JPH0249214Y2 - - Google Patents

Description

DETAILED DESCRIPTION OF THE INVENTION The present invention relates to a transport device for sequentially stopping and starting a moving body at one or more stations.

For example, when assembling work is performed sequentially at multiple stations on a product assembly transport line, high-speed transport of moving objects (pallets, trolleys, etc.) is required to minimize loss time, and when robot work is performed at the stations. requires high precision positioning.

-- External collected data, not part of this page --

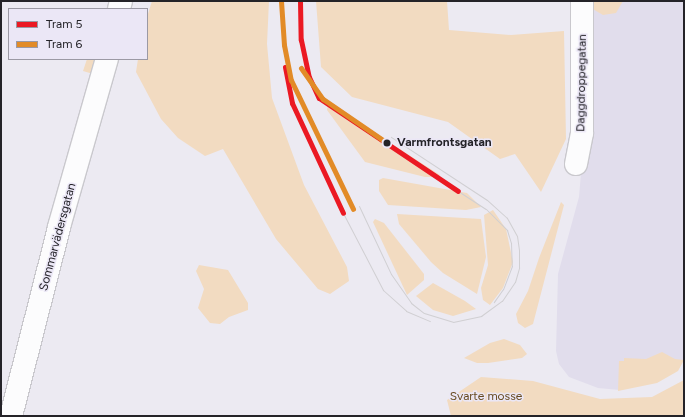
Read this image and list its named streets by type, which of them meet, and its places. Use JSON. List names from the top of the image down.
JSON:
{
  "streets": {
    "street": ["Daggdroppegatan", "Sommarvädersgatan"]
  },
  "parks": ["Svarte mosse"],
  "places": ["Varmfrontsgatan"],
  "lines": ["tram line 5", "tram line 6"],
  "legend": ["Tram 5", "Tram 6"]
}
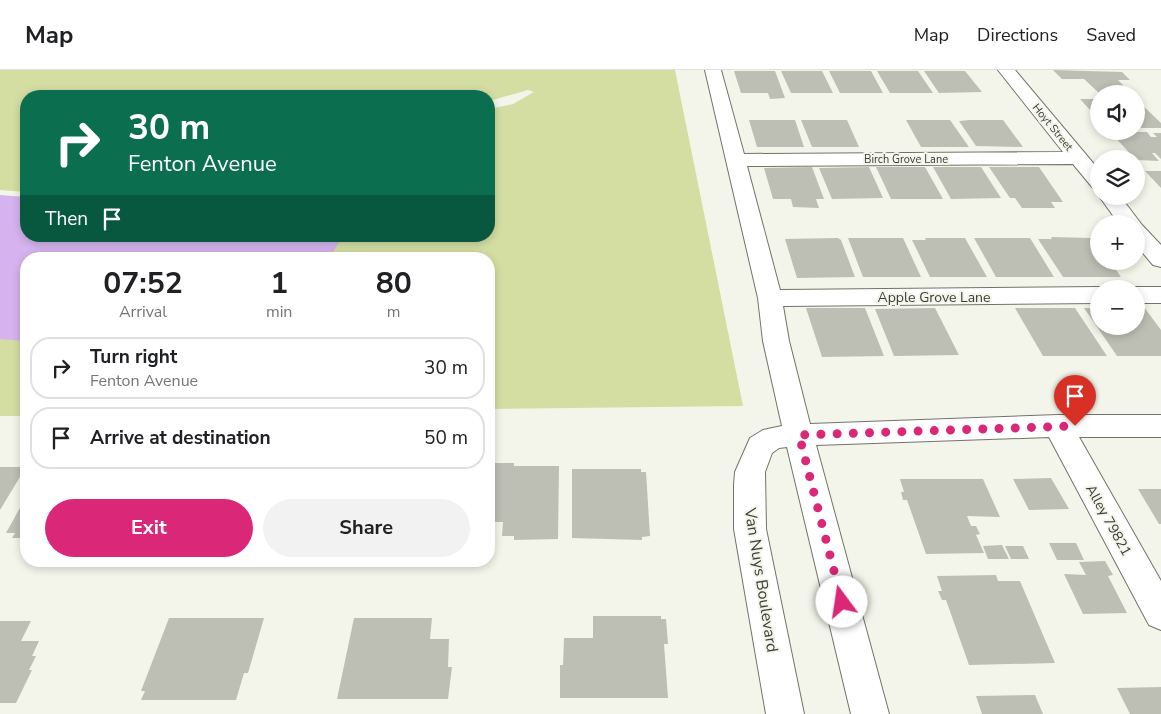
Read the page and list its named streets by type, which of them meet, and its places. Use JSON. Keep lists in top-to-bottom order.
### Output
{
  "streets": {
    "street": [
      "Hoyt Street",
      "Birch Grove Lane",
      "Apple Grove Lane",
      "Alley 79821",
      "Van Nuys Boulevard"
    ]
  },
  "crossings": [
    ["Hoyt Street", "Birch Grove Lane"],
    ["Alley 79821", "Van Nuys Boulevard"]
  ],
  "page": {
    "header": "Map",
    "nav": ["Map", "Directions", "Saved"],
    "map_buttons": ["+", "−"],
    "turn": ["30 m", "Fenton Avenue"],
    "then": "Then",
    "eta": [
      "07:52",
      "Arrival",
      "1",
      "min",
      "80",
      "m"
    ],
    "list": [
      {
        "name": "Turn right",
        "note": "Fenton Avenue",
        "value": "30 m"
      },
      {
        "name": "Arrive at destination",
        "value": "50 m"
      }
    ],
    "buttons": ["Exit", "Share"]
  }
}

Therefore, conventional conveyance devices of this type use induction linear motors as high-speed conveyance means.
This linear motor does not have accurate positioning ability. In particular, in a configuration in which the primary side is placed on the ground, there is no room for power supply to the movable side and the inertia is low, so it is often used for high acceleration/deceleration and high-speed conveyance, but when positioning after conveying a predetermined distance. In order to obtain high accuracy, forced positioning is performed by mechanical means such as a locate pin after sufficient deceleration. However, positioning using such locating pins requires mechanical equipment, and the durability and
There were problems with maintainability, etc.

On the other hand, there is a general method using a direct current motor and speed (rotation speed) feedback method, which is a purely electrical method.
Although the DC servo system has high precision and high performance, it has the drawback that the control system is quite complex and expensive, while the linear pulse motor system allows open loop control and high precision. However, due to the small overload capacity, it is easy to step out, making it unsuitable for applications requiring high-speed conveyance. For this reason, a system has been considered in which closed-loop control drive is performed using the position signal of the cart to prevent step-out, but linear A pulse motor cannot follow this.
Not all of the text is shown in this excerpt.